Go through the records below and tally the lines that include "bottom". Answer with the number only.

*** Block opens ***

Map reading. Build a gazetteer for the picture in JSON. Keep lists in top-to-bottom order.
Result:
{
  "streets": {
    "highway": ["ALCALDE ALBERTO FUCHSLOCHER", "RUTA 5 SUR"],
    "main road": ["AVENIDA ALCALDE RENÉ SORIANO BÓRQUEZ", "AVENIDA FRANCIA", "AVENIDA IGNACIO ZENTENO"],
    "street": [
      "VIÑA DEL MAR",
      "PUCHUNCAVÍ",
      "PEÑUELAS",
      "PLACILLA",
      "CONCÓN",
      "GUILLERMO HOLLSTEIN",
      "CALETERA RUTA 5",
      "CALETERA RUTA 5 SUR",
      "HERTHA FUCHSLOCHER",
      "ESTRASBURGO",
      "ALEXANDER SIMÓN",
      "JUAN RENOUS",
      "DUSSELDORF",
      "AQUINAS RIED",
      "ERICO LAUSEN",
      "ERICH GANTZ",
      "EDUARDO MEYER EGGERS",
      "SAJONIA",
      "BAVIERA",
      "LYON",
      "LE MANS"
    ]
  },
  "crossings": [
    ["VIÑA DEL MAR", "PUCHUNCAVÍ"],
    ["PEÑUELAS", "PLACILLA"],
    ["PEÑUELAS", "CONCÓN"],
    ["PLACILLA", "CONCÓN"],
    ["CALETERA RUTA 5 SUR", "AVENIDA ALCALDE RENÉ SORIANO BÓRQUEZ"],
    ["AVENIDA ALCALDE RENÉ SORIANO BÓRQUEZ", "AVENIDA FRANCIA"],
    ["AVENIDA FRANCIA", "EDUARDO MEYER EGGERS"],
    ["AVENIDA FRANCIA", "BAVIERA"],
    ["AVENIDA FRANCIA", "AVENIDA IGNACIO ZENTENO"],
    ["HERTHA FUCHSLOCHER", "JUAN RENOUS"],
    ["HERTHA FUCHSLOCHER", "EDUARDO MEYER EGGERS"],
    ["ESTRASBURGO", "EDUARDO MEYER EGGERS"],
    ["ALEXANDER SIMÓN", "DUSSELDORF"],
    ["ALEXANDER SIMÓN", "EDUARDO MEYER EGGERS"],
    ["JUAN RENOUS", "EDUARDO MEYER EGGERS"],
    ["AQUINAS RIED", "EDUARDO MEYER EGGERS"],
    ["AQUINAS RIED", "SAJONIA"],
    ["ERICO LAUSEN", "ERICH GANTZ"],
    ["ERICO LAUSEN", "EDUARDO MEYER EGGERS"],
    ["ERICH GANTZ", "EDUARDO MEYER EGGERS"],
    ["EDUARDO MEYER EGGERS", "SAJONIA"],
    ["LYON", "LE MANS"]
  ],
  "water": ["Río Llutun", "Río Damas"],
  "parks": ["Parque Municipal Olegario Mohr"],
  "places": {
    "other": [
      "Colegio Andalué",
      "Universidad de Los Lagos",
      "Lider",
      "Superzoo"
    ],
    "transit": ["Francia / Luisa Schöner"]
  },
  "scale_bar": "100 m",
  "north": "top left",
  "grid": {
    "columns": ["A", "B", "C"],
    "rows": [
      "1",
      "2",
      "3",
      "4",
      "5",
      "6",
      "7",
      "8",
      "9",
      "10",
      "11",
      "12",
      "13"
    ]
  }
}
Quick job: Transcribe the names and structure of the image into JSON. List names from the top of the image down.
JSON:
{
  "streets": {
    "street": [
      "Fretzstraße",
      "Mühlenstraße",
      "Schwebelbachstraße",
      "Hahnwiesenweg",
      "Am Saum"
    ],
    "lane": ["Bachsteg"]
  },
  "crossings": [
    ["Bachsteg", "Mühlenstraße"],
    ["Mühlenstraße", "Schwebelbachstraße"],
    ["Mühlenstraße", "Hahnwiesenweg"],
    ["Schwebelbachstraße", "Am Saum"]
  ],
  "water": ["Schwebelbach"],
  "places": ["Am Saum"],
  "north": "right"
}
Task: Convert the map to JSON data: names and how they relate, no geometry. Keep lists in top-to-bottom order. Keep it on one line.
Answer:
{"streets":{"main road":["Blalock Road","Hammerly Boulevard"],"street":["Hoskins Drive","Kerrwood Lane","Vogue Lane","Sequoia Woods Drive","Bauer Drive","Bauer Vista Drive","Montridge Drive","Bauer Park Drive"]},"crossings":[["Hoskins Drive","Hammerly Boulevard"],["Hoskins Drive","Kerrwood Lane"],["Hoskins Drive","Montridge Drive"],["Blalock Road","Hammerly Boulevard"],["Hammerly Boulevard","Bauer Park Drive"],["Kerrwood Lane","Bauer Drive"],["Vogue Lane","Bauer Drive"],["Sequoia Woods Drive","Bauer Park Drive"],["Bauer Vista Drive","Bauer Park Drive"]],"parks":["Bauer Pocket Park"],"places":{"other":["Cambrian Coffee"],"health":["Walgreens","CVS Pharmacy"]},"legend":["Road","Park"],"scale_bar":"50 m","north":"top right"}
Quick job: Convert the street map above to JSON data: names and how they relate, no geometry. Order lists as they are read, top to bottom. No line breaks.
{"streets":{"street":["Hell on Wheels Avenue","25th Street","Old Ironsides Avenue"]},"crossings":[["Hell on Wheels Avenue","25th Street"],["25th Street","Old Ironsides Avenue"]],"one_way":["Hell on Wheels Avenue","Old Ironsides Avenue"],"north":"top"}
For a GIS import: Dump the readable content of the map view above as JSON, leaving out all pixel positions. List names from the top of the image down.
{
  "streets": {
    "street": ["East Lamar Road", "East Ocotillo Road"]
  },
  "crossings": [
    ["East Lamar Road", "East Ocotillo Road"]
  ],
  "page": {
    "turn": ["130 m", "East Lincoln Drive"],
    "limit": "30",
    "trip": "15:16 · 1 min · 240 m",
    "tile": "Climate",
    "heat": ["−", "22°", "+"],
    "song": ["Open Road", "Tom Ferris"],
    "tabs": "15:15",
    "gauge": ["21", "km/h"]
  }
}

*** Block closes ***

- _Your response_
3